Street signs: IPO fatigue for retail investors?

According to experts, many retail players who invest to make listing gains are not finding IPOs lucrative anymore

Street signs: IPO fatigue for retail investors?
The average Sensex return for these months is a negative 1.55%
Joydeep GhoshAshley Coutinho
Last Updated : Sep 24 2017 | 10:47 PM IST
Retail investors seem to be developing  fatigue for initial public offerings (IPOs), if one goes by the past few offers. The retail portion in the two big insurance IPOs — ICICI Lombard and SBI Life — was subscribed 1.22 times and 0.84 times, respectively. According to experts, many retail players who invest to make listing gains are not finding IPOs lucrative anymore, as companies are pricing the issues aggressively. “There isn’t much left on the table for investors anymore.

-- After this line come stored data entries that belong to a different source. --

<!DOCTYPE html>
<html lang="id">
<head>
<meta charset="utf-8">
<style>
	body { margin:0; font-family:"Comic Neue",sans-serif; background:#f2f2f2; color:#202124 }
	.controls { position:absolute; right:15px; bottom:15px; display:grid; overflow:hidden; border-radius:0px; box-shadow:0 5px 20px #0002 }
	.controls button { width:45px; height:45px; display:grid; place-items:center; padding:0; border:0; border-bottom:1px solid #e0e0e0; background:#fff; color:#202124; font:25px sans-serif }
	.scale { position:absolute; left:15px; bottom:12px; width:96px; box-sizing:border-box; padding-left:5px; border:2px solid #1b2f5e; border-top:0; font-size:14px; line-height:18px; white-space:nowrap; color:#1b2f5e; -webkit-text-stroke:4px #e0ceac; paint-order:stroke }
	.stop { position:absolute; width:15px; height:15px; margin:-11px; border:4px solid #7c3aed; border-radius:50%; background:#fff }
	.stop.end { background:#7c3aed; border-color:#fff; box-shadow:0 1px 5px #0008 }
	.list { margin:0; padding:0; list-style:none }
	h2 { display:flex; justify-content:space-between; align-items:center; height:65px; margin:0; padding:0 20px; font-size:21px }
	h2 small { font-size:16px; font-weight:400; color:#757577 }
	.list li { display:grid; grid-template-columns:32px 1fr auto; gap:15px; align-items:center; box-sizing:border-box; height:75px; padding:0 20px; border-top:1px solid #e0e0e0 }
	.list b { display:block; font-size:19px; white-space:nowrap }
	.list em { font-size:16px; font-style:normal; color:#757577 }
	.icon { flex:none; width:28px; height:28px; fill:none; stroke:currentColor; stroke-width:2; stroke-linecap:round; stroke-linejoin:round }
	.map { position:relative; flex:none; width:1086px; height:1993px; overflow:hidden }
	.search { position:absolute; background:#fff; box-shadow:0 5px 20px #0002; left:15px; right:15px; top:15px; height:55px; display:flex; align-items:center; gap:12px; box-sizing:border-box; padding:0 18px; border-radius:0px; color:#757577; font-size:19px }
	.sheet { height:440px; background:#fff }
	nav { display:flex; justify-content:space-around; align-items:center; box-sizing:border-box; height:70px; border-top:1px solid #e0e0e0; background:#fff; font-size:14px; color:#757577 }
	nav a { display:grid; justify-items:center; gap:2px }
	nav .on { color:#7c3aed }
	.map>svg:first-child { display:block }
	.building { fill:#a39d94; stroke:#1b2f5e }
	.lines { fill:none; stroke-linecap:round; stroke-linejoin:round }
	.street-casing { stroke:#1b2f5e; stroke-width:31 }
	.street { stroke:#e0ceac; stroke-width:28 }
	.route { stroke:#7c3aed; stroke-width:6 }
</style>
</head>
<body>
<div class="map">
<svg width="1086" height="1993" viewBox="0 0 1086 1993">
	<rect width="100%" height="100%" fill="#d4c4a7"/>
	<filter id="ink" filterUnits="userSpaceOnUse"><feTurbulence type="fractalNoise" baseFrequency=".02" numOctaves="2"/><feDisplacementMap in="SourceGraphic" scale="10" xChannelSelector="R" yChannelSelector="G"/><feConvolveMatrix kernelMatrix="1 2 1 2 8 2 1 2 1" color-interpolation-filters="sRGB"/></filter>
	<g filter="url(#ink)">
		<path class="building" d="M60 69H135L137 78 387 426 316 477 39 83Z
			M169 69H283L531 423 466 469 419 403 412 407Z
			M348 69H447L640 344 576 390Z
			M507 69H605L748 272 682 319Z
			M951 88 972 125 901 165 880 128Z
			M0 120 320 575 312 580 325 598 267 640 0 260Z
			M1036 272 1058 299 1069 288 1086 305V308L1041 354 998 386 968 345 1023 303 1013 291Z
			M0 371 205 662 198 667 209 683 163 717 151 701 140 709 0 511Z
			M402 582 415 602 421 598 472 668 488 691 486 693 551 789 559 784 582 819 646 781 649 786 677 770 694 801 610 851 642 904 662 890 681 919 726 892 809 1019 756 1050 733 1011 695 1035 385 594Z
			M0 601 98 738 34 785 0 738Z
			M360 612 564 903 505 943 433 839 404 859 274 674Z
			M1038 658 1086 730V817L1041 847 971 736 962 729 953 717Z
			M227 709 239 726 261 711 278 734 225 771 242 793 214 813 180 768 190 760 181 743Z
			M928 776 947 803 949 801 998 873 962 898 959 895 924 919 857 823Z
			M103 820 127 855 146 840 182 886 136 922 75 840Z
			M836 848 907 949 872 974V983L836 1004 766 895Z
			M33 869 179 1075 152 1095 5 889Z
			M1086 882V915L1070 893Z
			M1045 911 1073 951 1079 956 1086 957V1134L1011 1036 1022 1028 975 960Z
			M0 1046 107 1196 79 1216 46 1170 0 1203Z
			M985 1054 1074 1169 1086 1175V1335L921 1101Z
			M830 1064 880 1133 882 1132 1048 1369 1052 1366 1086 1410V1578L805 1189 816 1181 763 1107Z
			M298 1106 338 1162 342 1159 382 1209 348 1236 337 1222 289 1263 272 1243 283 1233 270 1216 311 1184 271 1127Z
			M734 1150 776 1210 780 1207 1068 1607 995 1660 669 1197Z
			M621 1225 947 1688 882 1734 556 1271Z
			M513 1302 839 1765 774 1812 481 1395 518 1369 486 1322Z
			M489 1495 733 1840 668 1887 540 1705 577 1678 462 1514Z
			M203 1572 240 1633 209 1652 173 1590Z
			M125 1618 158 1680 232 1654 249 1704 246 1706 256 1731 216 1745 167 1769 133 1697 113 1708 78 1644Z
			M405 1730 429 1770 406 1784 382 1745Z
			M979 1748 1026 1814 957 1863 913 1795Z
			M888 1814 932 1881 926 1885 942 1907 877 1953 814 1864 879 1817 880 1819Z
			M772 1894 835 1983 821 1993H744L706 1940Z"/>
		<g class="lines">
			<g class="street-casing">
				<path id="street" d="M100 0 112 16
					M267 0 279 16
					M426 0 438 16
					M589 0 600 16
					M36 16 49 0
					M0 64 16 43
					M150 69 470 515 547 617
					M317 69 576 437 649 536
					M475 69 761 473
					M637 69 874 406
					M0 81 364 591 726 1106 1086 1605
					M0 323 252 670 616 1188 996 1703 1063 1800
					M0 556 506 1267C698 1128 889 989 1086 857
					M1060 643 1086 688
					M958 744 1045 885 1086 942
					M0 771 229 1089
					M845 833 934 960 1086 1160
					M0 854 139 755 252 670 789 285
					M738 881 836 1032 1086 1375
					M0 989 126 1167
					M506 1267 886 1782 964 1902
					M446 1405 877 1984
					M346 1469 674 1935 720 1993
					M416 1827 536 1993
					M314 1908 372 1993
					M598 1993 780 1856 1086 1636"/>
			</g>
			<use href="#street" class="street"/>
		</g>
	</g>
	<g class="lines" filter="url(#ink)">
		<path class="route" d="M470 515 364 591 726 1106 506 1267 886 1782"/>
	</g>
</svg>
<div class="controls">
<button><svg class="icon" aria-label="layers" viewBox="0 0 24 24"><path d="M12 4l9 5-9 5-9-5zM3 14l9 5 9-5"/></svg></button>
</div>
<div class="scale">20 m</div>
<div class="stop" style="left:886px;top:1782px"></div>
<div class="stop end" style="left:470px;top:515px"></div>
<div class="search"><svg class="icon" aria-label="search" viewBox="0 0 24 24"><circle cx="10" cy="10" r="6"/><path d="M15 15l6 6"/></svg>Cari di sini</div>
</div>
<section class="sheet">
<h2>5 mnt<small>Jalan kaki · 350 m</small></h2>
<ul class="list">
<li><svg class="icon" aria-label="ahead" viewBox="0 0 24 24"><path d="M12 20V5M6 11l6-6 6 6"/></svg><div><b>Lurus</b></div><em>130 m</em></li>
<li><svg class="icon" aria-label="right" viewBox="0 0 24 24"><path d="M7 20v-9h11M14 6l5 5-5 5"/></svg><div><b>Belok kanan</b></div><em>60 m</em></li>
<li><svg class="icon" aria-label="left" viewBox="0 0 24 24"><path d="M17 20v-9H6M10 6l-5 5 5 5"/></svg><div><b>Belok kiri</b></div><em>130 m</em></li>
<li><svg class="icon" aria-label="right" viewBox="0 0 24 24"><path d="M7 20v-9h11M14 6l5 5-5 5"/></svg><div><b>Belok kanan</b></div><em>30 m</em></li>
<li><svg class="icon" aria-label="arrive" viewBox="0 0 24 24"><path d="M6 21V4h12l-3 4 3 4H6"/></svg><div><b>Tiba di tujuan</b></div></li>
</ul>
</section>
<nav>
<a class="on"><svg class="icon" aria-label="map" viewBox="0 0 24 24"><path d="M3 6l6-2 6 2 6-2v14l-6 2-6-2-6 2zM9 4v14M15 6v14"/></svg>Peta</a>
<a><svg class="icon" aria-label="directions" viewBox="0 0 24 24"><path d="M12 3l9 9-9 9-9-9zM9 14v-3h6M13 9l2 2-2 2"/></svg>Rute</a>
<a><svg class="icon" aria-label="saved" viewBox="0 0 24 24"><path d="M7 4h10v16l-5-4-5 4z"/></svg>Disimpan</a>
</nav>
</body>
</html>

So, many investors aren’t seeing a reason to invest. They can always buy in the secondary market if these stocks start doing well,” said a chief executive at a domestic brokerage. The grey market premium for these IPOs are also drying up fast.
Joydeep Ghosh
 
Small MFs get to play anchor role
 
The recent initial public offerings (IPOs) of insurance companies have seen the participation of quite a few small mutual fund (MF) houses as anchor investors. Canara Robeco MF, IIFL MF, Motilal Oswal MF and BNP Paribas MF participated in the Rs 5,700-crore ICICI Lombard offering as anchor investors. HSBC MF, Baroda Pioneer and IIFL MF invested in the Rs 8,400-crore SBI Life Insurance IPO. Until now, it was the larger funds that dominated anchor books, which is not surprising as companies prefer marquee names for anchors and investment bankers gravitate towards larger fund houses as their institutional divisions get a larger portion of revenue from servicing them. However, given the large size of the two insurance offerings, bankers could make room for smaller fund houses.
Ashley Coutinho
 
Caveat emptor: Beware of portfolio managers' games
 
Last year, a prominent portfolio manager tweeted that a small-cap stock had good potential and he was investing in it, which led to a surge in the stock price. However, during the year, the manager who held over one per cent in the company quietly exited the stock. The stock price, meanwhile, almost doubled and has been falling almost steadily since then. Market experts say that many of these so-called investment experts use this strategy to attract investors so they can exit their positions.